START ENTRIES SHOWN

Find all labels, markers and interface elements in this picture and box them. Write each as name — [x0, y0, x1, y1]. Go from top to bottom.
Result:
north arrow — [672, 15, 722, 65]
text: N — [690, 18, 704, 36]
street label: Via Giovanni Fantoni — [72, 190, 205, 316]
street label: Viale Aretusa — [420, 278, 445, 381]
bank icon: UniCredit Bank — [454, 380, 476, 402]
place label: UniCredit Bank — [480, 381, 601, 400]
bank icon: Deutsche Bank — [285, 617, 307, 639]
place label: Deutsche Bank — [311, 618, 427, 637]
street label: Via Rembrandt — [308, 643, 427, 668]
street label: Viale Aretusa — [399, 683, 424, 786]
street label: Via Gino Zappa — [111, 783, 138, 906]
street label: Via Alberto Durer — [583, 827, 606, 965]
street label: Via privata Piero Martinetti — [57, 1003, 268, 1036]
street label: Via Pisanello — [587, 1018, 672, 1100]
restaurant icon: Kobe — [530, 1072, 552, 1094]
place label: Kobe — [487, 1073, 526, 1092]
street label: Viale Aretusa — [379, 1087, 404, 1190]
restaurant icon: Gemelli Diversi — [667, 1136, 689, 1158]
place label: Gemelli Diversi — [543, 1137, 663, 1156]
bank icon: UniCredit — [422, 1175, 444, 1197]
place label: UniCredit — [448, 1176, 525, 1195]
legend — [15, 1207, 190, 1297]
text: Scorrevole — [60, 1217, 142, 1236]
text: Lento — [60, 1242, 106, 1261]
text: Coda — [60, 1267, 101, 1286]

END ENTRIES SHOWN

▶ _ACTIVITY_
Return each entry above exactly, leaving none out.

▶ _SOLUTION TO THE EXERCISE_
Find all labels, markers and interface elements in this picture and box them. Write each as name — [x0, y0, x1, y1]. Go from top to bottom.
Result:
north arrow — [672, 15, 722, 65]
text: N — [690, 18, 704, 36]
street label: Via Giovanni Fantoni — [72, 190, 205, 316]
street label: Viale Aretusa — [420, 278, 445, 381]
bank icon: UniCredit Bank — [454, 380, 476, 402]
place label: UniCredit Bank — [480, 381, 601, 400]
bank icon: Deutsche Bank — [285, 617, 307, 639]
place label: Deutsche Bank — [311, 618, 427, 637]
street label: Via Rembrandt — [308, 643, 427, 668]
street label: Viale Aretusa — [399, 683, 424, 786]
street label: Via Gino Zappa — [111, 783, 138, 906]
street label: Via Alberto Durer — [583, 827, 606, 965]
street label: Via privata Piero Martinetti — [57, 1003, 268, 1036]
street label: Via Pisanello — [587, 1018, 672, 1100]
restaurant icon: Kobe — [530, 1072, 552, 1094]
place label: Kobe — [487, 1073, 526, 1092]
street label: Viale Aretusa — [379, 1087, 404, 1190]
restaurant icon: Gemelli Diversi — [667, 1136, 689, 1158]
place label: Gemelli Diversi — [543, 1137, 663, 1156]
bank icon: UniCredit — [422, 1175, 444, 1197]
place label: UniCredit — [448, 1176, 525, 1195]
legend — [15, 1207, 190, 1297]
text: Scorrevole — [60, 1217, 142, 1236]
text: Lento — [60, 1242, 106, 1261]
text: Coda — [60, 1267, 101, 1286]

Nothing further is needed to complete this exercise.